## What you need to do
Pick out the lines below that include the string "strokeStyle".

## Material for the task

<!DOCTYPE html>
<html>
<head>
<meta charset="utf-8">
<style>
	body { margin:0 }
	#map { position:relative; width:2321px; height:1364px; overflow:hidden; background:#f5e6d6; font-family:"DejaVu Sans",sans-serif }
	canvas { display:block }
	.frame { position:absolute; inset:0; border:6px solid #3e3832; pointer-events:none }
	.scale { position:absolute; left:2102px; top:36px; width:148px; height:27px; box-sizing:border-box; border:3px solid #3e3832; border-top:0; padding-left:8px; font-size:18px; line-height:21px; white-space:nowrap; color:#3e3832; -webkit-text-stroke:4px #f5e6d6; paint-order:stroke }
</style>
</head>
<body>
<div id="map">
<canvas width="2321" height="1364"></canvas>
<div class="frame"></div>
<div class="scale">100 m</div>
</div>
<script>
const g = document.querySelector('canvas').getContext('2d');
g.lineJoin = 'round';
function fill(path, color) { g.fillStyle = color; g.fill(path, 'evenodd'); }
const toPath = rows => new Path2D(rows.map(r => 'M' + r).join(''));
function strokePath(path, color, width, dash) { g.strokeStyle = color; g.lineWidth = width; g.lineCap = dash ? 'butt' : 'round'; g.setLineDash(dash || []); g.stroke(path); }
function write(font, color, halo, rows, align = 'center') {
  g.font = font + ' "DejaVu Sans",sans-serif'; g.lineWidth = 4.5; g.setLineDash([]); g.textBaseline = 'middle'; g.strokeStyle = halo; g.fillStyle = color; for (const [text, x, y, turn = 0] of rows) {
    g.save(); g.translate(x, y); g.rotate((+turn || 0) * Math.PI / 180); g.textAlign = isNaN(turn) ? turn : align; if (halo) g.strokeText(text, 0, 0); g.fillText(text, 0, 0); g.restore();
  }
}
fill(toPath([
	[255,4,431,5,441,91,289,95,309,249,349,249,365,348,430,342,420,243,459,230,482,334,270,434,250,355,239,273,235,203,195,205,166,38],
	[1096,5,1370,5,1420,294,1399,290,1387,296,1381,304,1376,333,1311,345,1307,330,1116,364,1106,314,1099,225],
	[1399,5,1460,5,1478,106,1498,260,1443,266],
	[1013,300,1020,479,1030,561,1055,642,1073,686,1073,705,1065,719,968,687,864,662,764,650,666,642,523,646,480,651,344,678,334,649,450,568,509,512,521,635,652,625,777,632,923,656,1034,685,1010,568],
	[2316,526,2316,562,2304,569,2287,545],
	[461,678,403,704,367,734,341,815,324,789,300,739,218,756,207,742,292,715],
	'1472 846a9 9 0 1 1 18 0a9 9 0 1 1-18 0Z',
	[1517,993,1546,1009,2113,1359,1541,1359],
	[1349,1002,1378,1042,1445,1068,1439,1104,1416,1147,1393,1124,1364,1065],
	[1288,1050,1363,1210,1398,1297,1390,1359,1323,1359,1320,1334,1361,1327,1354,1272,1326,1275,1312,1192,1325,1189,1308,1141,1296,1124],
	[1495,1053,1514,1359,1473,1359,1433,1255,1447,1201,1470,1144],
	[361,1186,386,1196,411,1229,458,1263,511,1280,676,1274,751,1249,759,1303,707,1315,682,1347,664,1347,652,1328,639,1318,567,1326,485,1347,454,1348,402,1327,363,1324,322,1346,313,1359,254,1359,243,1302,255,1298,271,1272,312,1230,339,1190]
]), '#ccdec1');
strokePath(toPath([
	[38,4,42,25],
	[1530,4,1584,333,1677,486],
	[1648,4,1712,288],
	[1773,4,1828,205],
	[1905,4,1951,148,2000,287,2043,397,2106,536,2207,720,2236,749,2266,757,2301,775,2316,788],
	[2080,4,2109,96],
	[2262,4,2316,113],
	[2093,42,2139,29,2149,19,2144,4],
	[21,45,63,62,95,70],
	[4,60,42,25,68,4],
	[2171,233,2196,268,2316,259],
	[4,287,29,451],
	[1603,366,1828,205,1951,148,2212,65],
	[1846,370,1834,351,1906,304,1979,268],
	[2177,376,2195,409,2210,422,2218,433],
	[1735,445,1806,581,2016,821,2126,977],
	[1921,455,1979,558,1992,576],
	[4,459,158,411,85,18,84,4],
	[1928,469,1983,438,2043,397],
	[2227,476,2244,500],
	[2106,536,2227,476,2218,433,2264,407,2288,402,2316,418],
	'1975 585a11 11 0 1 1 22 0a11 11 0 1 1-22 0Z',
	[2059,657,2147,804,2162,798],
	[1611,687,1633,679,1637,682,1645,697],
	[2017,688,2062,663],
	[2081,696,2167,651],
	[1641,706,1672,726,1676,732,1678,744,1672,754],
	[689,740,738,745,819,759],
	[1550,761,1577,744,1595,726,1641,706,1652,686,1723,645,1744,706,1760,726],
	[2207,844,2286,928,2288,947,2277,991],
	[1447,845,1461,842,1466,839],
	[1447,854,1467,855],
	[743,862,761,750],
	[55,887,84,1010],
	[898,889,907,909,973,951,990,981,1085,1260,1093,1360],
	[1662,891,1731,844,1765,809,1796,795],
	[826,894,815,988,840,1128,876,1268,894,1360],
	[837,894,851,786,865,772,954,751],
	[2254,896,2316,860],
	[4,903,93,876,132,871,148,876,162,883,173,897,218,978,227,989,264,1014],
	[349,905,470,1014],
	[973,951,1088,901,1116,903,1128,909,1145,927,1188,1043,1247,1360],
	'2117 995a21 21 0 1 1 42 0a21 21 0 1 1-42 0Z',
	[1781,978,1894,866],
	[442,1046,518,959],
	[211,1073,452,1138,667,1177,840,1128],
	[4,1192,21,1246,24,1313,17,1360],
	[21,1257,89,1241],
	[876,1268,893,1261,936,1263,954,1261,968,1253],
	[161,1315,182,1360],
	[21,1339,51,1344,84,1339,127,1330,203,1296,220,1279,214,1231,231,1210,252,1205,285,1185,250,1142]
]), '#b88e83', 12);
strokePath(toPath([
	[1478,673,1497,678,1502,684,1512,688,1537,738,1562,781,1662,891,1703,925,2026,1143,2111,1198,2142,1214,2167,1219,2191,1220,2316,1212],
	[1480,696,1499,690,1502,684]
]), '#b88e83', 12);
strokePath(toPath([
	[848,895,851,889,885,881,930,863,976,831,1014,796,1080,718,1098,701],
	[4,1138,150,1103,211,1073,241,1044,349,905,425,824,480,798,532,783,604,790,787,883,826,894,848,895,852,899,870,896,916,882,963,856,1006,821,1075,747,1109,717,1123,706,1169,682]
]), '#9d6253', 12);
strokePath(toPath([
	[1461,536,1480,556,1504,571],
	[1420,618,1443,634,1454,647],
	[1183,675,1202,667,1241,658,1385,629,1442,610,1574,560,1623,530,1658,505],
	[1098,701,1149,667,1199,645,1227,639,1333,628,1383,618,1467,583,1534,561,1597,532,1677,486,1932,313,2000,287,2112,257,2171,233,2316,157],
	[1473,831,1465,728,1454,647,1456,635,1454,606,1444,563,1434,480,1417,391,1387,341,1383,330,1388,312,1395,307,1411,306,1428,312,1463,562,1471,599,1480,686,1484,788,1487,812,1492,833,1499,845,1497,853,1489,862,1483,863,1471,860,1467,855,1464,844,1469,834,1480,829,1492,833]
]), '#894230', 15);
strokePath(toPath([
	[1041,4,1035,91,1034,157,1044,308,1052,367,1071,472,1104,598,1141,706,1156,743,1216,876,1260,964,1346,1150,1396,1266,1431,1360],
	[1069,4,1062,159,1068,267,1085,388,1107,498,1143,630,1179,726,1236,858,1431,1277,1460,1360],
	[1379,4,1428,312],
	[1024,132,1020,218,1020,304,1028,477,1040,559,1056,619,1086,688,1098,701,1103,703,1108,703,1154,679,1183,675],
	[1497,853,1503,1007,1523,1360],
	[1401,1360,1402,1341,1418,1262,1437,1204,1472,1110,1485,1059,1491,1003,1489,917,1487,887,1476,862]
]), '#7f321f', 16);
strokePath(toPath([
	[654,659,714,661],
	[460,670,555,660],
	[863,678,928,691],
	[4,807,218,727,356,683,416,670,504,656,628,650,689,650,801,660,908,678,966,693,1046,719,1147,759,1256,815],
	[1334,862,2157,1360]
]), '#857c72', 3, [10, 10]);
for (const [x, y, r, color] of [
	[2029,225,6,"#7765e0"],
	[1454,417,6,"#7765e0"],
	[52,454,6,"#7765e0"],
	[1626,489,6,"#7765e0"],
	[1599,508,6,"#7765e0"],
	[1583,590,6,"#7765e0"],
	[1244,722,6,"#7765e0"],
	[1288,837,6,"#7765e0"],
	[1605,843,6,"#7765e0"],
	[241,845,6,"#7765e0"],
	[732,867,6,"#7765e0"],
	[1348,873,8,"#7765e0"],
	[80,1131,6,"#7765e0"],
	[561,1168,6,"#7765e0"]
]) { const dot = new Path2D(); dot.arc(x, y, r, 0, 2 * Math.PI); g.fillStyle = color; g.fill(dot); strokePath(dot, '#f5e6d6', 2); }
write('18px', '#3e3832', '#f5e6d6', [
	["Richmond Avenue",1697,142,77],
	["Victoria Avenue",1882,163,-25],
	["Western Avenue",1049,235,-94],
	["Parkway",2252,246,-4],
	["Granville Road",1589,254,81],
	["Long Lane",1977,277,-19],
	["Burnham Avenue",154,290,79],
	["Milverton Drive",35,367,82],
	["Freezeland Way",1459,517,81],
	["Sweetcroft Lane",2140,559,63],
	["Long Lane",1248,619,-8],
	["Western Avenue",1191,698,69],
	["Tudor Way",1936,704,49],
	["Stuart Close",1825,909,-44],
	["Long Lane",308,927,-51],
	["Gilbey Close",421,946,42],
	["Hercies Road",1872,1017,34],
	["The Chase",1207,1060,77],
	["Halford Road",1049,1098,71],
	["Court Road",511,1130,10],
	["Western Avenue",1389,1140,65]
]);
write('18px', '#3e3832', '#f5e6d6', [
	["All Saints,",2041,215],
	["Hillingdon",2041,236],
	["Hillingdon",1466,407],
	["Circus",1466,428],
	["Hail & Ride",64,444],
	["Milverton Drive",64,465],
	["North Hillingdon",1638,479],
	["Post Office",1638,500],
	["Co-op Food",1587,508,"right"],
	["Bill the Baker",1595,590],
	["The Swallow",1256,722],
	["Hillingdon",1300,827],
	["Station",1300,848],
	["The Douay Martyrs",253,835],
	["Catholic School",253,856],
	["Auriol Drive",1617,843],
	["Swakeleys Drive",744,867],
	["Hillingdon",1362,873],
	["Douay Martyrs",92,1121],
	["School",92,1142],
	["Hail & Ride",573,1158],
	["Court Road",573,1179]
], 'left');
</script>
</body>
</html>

## Result
function strokePath(path, color, width, dash) { g.strokeStyle = color; g.lineWidth = width; g.lineCap = dash ? 'butt' : 'round'; g.setLineDash(dash || []); g.stroke(path); }
  g.font = font + ' "DejaVu Sans",sans-serif'; g.lineWidth = 4.5; g.setLineDash([]); g.textBaseline = 'middle'; g.strokeStyle = halo; g.fillStyle = color; for (const [text, x, y, turn = 0] of rows) {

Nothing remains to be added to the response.